Desert wandoo
- Conservation status: Priority Four — Rare Taxa (DEC)

Scientific classification
- Kingdom: Plantae
- Clade: Tracheophytes
- Clade: Angiosperms
- Clade: Eudicots
- Clade: Rosids
- Order: Myrtales
- Family: Myrtaceae
- Genus: Eucalyptus
- Species: E. nigrifunda
- Binomial name: Eucalyptus nigrifunda Brooker & Hopper

= Eucalyptus nigrifunda =

- Genus: Eucalyptus
- Species: nigrifunda
- Authority: Brooker & Hopper |
- Conservation status: P4

Species of eucalyptus

Eucalyptus nigrifunda, commonly known as desert wandoo, is a species of tree that is endemic to a small area in central Western Australia. It has smooth reddish brown bark with some rough, flaky black bark near the base of the trunk, lance-shaped adult leaves, flower buds in groups of nine, white flowers and cylindrical to barrel-shaped fruit.

==Description==
Eucalyptus nigrifunda is a tree that typically grows to a height of 5-7 m and forms a lignotuber. It has rough, flaky black bark on the base of the trunk, smooth reddish brown bark above. Adult leaves are lance-shaped, the same shade of dull bluish green on both sides, 65-110 mm long and 9-15 mm wide, tapering to a petiole 10-20 mm long. The flower buds are arranged in leaf axils in groups of nine on an unbranched peduncle 10-15 mm long, the individual buds on pedicels about 1 mm long. Mature buds are spindle-shaped, 9-12 mm long and 2-3 mm wide with a conical to horn-shaped operculum. Flowering has been recorded in July and the flowers are white. The fruit is a woody, cylindrical to barrel-shaped capsule 4-9 mm long and 3-5 mm wide with the valves near rim level.

==Taxonomy and naming==
Eucalyptus nigrifunda was first formally described in 1991 by Ian Brooker and Stephen Hopper in the journal Nuytsia from specimens they collected in 1984. The specific epithet (nigrifunda) is from the Latin nigri meaning "black" and fundus, "bottom" referring to the dark base of the trunk.
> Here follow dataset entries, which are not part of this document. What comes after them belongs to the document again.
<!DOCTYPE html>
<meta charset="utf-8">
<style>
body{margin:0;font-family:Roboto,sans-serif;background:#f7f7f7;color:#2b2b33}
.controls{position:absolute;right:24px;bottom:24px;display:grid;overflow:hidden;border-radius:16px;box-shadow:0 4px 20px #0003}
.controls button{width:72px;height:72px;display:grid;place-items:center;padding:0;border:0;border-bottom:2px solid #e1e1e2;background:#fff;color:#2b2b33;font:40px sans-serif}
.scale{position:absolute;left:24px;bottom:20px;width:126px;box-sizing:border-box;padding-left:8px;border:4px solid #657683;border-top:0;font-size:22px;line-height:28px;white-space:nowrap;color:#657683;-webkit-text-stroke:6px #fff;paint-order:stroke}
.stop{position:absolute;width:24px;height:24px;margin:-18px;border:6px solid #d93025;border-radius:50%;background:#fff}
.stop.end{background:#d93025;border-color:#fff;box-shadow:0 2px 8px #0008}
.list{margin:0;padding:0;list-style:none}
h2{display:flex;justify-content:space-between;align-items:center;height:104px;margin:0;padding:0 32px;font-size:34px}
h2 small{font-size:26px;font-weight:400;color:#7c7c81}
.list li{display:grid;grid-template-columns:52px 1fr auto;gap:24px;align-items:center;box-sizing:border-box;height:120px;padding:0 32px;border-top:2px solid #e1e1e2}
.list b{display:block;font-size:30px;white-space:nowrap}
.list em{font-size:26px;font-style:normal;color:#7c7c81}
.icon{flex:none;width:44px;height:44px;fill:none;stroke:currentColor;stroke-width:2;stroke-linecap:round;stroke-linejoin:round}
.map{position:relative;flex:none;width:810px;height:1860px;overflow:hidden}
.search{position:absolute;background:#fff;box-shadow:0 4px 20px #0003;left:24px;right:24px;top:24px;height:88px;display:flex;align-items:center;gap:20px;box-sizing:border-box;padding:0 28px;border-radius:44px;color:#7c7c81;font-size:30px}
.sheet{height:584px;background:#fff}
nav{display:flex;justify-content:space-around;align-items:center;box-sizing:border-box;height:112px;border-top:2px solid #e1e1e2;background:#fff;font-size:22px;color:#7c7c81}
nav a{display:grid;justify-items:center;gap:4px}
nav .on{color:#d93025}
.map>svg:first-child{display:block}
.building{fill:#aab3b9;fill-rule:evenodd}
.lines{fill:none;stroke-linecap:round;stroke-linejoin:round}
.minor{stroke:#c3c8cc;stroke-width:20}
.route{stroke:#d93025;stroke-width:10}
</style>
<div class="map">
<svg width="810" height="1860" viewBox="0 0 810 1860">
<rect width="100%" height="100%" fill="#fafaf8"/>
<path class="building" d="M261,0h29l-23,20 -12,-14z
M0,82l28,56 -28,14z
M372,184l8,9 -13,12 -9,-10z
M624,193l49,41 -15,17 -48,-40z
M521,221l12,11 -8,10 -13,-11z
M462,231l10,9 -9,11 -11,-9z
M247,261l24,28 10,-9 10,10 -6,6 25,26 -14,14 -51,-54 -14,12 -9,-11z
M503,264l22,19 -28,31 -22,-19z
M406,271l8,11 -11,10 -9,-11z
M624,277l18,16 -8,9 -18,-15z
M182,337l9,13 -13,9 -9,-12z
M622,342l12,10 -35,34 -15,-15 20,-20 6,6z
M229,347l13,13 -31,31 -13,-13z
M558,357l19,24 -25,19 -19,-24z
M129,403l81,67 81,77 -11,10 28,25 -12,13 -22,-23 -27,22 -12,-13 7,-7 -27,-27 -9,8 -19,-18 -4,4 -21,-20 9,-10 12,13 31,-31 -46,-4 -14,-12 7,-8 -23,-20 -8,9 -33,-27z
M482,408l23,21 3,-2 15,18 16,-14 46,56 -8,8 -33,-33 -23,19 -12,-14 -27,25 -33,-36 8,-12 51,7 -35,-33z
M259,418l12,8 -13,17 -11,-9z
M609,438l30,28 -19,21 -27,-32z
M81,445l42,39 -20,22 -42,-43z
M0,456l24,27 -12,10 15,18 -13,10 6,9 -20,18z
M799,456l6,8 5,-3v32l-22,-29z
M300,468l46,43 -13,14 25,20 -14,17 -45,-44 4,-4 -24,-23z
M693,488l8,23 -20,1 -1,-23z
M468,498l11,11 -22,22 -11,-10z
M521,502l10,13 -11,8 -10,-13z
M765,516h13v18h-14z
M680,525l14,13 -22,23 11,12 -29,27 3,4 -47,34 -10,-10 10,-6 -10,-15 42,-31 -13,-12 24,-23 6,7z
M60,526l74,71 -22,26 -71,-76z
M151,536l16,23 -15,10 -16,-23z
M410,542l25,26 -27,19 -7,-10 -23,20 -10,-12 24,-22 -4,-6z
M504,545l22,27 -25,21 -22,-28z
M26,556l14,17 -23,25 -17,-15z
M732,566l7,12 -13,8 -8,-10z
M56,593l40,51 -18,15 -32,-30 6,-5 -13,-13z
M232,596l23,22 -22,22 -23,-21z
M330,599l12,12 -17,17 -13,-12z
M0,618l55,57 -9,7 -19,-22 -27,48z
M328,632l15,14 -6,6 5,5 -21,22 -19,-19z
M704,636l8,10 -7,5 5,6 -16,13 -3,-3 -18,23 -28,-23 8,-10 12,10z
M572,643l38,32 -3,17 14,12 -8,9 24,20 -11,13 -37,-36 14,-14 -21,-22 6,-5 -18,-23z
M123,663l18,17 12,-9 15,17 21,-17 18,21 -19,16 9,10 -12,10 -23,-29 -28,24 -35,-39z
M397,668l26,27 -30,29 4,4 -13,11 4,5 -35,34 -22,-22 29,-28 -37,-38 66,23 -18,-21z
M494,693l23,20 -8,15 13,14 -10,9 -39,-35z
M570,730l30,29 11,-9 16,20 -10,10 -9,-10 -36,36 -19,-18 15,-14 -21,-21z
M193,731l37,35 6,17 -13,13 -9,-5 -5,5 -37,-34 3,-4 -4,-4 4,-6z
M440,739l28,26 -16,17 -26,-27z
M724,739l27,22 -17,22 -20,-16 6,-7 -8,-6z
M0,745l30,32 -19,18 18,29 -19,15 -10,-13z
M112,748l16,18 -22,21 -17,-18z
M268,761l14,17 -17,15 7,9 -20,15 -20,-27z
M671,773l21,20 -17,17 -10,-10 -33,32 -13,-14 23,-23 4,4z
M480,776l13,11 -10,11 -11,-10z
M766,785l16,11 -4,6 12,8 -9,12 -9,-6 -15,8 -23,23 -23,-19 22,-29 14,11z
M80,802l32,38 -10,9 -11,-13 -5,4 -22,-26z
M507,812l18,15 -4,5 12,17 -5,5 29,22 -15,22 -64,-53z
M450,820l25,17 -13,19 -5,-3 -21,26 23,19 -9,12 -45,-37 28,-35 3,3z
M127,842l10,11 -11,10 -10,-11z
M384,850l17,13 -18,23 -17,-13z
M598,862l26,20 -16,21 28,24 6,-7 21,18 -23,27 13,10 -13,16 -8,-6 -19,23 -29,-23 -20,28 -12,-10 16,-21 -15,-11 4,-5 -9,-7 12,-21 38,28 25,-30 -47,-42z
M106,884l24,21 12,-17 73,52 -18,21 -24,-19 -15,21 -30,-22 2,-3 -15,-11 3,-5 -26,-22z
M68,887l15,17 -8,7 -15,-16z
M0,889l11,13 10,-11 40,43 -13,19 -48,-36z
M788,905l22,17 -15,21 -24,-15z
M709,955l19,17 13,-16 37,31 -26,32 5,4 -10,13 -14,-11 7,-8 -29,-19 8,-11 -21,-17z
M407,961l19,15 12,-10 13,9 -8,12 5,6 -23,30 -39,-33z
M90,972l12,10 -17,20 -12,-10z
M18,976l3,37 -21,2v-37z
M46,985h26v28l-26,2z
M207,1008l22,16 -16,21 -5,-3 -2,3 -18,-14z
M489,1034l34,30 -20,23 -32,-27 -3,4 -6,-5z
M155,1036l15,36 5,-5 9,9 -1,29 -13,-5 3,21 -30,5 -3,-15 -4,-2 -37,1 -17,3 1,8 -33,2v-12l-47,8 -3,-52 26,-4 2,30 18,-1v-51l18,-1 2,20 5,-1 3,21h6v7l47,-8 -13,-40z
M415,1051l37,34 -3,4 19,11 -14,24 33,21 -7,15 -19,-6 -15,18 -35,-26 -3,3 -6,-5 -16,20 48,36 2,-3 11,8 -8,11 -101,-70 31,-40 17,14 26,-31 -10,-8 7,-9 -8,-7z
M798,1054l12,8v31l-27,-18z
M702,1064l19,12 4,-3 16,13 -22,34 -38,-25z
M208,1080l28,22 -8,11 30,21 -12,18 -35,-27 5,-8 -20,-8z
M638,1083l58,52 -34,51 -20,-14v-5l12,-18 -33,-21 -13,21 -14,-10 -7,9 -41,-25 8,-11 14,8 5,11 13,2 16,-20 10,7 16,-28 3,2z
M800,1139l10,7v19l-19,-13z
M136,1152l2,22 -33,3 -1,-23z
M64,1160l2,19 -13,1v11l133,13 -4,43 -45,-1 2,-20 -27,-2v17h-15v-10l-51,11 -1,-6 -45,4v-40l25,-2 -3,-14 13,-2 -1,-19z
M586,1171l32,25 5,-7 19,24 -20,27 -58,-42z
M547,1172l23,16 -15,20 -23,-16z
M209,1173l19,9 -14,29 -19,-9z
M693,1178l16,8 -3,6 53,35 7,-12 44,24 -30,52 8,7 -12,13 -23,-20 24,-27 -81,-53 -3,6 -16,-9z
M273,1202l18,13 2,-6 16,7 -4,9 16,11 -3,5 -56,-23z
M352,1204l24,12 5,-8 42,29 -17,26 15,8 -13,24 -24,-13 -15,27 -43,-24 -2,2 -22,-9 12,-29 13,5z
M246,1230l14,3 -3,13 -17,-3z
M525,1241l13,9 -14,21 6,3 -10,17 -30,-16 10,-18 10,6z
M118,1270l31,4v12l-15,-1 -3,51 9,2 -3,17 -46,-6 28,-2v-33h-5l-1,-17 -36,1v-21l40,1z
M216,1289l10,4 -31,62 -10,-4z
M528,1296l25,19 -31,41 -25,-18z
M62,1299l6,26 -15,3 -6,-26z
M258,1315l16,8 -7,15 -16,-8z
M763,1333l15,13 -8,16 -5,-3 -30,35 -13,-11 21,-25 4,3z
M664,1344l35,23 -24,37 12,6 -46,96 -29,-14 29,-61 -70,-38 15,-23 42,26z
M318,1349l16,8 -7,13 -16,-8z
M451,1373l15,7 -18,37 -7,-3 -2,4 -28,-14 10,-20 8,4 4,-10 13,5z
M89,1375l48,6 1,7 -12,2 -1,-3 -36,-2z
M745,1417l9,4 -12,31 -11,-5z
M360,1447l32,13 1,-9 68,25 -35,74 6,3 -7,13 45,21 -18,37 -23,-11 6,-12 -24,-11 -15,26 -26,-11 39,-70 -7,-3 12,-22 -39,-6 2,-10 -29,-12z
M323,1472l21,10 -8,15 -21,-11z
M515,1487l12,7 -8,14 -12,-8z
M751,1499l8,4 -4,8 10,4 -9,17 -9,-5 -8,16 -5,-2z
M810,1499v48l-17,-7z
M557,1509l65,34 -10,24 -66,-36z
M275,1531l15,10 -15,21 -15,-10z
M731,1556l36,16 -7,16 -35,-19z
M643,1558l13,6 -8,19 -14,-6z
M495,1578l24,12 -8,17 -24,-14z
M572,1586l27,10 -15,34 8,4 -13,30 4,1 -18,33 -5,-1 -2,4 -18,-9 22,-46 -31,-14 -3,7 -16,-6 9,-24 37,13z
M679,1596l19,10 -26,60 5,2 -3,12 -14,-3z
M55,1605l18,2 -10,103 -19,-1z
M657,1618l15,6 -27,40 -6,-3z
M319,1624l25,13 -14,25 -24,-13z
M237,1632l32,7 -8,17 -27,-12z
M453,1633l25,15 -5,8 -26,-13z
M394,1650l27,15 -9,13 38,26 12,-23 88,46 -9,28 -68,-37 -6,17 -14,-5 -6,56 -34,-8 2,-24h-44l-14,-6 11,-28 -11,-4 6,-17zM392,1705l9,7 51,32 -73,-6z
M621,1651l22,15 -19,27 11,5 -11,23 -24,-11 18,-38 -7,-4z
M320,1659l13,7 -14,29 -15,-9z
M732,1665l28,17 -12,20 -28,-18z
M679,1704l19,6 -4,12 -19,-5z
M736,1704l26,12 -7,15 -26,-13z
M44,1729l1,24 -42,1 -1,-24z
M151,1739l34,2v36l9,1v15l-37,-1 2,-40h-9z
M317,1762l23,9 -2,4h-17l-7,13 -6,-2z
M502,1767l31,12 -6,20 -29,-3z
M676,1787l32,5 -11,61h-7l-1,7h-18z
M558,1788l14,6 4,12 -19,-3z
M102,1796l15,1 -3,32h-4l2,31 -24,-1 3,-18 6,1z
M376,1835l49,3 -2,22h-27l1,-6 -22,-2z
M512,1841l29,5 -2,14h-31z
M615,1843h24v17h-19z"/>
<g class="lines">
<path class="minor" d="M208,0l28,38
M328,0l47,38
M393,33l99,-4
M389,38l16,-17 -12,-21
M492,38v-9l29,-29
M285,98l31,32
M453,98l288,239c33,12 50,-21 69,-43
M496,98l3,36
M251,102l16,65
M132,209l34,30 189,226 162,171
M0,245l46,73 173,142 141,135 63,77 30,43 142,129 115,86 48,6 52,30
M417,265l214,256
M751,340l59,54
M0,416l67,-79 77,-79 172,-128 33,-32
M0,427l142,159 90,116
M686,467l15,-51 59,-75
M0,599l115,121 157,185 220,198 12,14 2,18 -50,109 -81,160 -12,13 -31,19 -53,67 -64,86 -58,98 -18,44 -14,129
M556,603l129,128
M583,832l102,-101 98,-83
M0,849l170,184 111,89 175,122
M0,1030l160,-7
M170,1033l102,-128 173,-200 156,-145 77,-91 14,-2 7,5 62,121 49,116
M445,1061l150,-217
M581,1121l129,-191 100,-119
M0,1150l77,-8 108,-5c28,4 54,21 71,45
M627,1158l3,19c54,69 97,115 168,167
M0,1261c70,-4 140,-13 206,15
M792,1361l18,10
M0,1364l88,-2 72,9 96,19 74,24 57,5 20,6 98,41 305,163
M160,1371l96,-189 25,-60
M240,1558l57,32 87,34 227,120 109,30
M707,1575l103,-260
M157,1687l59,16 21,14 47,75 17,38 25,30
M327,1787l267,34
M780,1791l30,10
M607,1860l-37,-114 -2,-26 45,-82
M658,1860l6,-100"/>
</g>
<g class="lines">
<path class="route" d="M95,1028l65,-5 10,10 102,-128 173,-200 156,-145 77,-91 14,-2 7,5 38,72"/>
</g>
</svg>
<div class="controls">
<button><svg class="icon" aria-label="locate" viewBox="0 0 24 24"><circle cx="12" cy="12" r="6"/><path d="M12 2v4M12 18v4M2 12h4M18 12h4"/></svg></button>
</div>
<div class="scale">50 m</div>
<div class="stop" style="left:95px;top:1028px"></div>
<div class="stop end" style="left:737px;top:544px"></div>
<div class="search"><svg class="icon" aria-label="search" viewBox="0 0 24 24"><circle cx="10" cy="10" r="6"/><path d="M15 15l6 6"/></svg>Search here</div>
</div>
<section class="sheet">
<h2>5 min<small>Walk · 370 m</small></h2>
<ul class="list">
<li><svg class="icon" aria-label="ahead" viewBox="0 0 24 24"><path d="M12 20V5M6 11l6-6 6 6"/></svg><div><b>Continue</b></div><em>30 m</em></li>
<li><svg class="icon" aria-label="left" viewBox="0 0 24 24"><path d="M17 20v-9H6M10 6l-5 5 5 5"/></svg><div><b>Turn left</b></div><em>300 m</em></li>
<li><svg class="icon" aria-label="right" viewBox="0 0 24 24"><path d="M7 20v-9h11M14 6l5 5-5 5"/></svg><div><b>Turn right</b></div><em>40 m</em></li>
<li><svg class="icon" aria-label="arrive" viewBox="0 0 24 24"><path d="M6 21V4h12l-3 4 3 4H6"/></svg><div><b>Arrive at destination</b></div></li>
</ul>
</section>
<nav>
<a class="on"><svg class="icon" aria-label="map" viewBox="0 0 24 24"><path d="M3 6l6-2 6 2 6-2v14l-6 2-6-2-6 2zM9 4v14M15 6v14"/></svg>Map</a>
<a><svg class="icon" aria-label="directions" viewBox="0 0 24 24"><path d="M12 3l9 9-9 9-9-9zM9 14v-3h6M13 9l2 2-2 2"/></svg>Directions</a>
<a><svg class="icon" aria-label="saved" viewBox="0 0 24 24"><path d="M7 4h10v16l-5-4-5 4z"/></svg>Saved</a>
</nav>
==Distribution and habitat==
Desert wandoo is found on breakaways of decomposing granite in a small area in the Great Victoria Desert where it grows in sandy-clay soils.

==Conservation status==
This eucalypt is classified as "Priority Four" by the Government of Western Australia Department of Parks and Wildlife, meaning that is rare or near threatened.